Remember magic tricks? People pulling nickels out of your ear, people reading your mind and even victims of the audience being sawed in half? Remember the awe and excitement of being in the audience of one of those shows? Remember raising your hand frantically, hoping that you will be asked to go onstage and help out with one of the tricks?

Take that excitement and add a bit of cynicism and you’ve got Esoterica, Eric Walton’s latest show playing at the DR2 Theatre. The two may be an odd combination, but with Walton’s skill, talent and silver-tongued speaking voice, he manages to pull it off.

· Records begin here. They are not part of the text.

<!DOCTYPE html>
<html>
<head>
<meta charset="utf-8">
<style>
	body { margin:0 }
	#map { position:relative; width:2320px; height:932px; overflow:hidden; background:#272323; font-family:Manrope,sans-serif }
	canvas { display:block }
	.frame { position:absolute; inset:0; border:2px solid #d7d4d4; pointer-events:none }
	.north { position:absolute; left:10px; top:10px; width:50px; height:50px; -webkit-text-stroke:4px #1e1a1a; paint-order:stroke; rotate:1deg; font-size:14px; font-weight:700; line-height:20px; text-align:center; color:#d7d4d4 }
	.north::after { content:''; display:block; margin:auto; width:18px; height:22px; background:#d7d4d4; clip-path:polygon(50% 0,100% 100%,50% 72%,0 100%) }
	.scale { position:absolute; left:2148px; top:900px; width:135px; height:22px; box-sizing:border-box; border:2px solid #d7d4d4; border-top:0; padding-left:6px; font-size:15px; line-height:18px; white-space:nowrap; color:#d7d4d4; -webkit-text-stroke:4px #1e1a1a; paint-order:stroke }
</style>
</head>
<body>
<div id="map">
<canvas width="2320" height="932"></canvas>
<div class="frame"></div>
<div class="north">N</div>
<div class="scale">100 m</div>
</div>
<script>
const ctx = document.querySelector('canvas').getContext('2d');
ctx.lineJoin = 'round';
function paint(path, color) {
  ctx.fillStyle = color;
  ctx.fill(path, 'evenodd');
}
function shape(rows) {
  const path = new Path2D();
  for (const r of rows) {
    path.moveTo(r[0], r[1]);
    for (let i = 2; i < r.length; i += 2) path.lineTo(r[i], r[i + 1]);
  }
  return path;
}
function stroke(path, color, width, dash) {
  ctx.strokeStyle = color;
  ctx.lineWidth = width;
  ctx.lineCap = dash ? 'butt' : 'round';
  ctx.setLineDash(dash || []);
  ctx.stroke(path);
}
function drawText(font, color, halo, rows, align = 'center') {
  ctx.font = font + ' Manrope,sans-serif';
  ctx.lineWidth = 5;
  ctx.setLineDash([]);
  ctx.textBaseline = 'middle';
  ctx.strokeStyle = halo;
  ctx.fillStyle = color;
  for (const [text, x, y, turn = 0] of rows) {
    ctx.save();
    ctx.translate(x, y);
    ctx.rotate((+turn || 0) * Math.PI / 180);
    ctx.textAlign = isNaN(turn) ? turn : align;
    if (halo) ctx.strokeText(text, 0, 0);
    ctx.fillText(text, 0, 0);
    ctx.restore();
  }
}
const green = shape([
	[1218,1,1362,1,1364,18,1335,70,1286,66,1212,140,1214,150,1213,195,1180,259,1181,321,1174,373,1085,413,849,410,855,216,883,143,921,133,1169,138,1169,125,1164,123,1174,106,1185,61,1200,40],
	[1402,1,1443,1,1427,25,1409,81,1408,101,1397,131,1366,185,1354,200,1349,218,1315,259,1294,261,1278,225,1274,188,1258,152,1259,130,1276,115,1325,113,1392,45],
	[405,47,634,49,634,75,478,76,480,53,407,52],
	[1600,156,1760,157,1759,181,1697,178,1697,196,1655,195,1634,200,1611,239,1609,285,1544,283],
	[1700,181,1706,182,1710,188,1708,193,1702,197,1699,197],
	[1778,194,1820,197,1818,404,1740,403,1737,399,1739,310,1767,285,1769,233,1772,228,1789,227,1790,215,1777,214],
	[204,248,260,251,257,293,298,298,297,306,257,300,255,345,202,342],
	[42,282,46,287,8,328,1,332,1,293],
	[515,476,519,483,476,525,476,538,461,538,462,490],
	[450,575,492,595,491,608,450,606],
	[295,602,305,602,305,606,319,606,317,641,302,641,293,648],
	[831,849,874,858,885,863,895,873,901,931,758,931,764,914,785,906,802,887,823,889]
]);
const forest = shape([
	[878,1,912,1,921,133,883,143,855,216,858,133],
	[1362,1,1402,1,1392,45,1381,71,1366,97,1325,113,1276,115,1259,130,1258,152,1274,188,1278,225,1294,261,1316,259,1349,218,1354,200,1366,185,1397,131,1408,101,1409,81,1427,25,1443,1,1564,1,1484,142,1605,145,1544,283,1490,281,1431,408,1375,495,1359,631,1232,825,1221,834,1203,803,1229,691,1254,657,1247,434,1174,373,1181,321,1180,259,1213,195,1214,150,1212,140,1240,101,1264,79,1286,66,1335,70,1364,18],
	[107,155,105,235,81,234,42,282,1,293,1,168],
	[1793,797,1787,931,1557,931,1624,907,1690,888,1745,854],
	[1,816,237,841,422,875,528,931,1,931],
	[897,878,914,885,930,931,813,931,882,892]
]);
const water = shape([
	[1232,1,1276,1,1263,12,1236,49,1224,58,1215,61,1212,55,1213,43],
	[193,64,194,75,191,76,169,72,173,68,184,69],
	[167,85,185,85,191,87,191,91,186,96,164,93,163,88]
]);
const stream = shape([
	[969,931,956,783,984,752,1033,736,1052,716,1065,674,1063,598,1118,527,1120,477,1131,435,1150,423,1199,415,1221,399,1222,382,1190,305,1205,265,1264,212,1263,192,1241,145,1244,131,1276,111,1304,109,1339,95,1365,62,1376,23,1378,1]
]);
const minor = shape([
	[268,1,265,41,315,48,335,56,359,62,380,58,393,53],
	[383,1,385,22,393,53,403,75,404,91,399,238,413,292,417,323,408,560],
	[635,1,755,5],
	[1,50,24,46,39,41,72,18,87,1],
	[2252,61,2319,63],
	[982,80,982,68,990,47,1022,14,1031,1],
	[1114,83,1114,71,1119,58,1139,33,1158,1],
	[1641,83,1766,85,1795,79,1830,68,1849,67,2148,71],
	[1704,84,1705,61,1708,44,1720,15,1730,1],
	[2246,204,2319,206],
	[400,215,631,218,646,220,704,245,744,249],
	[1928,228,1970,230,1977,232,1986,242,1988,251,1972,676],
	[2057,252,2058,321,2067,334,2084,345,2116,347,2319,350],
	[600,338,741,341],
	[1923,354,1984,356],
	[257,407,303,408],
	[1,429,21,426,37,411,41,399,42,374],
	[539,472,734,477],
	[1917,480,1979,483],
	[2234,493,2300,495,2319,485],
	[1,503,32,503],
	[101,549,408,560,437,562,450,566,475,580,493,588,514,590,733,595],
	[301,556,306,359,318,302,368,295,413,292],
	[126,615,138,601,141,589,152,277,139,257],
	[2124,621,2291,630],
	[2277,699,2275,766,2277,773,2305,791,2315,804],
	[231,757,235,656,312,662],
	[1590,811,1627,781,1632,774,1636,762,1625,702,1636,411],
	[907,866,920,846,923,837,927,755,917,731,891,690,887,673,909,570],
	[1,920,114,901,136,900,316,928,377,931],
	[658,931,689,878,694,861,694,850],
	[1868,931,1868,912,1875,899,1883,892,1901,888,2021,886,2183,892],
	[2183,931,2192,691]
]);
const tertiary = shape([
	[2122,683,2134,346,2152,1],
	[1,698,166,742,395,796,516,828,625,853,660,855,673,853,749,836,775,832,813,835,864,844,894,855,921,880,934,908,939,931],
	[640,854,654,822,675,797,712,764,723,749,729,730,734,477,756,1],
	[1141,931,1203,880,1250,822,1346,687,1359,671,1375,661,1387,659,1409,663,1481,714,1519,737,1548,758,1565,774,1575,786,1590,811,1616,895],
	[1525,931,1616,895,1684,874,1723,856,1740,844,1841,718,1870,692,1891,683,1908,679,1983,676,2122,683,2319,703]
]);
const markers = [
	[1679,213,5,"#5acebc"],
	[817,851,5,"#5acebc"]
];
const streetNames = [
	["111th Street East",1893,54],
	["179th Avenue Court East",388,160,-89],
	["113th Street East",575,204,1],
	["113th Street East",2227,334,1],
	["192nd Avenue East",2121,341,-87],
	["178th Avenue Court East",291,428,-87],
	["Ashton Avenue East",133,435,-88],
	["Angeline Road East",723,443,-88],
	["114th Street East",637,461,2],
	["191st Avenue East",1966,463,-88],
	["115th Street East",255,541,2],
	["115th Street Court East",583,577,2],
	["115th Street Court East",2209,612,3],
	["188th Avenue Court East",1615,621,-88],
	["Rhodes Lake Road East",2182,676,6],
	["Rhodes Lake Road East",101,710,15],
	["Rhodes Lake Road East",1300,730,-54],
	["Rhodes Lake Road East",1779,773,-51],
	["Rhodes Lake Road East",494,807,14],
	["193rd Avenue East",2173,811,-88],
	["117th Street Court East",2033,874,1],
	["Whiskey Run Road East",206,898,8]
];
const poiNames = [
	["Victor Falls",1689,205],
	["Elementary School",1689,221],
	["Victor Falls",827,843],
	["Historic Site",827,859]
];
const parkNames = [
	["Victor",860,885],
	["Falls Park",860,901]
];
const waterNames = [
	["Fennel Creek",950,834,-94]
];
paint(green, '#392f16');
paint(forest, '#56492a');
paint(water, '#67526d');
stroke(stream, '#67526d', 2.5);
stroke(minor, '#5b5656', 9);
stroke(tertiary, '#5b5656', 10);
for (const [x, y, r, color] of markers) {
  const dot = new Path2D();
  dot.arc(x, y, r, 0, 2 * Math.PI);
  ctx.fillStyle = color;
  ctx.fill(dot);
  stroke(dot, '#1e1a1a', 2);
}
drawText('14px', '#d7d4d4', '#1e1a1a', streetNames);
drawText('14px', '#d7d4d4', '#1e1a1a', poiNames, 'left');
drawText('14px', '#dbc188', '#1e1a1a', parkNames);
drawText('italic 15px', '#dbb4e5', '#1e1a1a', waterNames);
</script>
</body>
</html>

Walton, the author and sole performer of the show, is a bald-headed, heavy-browed man with an intense look and even more intense voice. Decked out in a velvet pinstriped blazer, paisley-printed tie, this silky-smoothed speaker entertains the audience throughout his show with his own tricks and his own commentary. At times he mocks his talents, at other times he mocks the audience’s faith in them. He is self-deprecating and slightly malicious, calling himself a “pseudo-scientist” and inviting a member of the audience to participate in an “epistemological cakewalk.”

Demonstrating a variety of magical and card tricks throughout the night, Walton’s skills are surprising and at times thrilling. Some of his tricks are basic ones, some are original. He is able to guess which card the audience is holding without looking at it. He questions whether we as humans are led by destiny or free will and tests these theories through card experiments. He conducts a séance, using an “exquisitely crafted and dreadfully expensive spirit box” that he uses to summon the spirits who “have nothing better to do.”

Though his tricks are entertaining, it is Walton himself provides the true entertainment in the show. The achievement of somehow fitting a toy of Mr. Potato Head in a large martini glass is somewhat overshadowed by his own description and reaction to the trick.

There has been a rise of one-man shows lately in the theatre lately, with everything from Jay Johnson’s “Two and Only,” featuring a wooden doll named Bob and a puppet of a bird to Martin Short’s satire of one man shows. Neither show received rave reviews, and the question of whether one man can entertain an entire audience remains hovering in the talk of the trade. These shows are “biographical” (fictional, in Short’s case), based around their stories and their talents. Walton’s show, however, is not biographical in any way. He reveals nothing about his own life, but in his on-stage role, he captivates the audience.

Sitting in an armchair, sipping scotch, he comfortably chats with his audience, saying, “People often ask me how I became interested in the art of conjuring.” Pausing for another sip, he continues, “And I just ignore them.”

The tricks Walton performs are surprising. They are eye-catching. They are interesting. They make you think about how he did what he did. His performance does not necessarily make you believe in magic. Instead, you believe in his skill.

“Have a Tootsie Roll,” Walton offered a man who did not succeed in tricking him. “It will help mollify the pains of incredulity.”

This show does a better job than the Tootsie Roll. But by going to the show, you can get your own Tootsie Roll as well.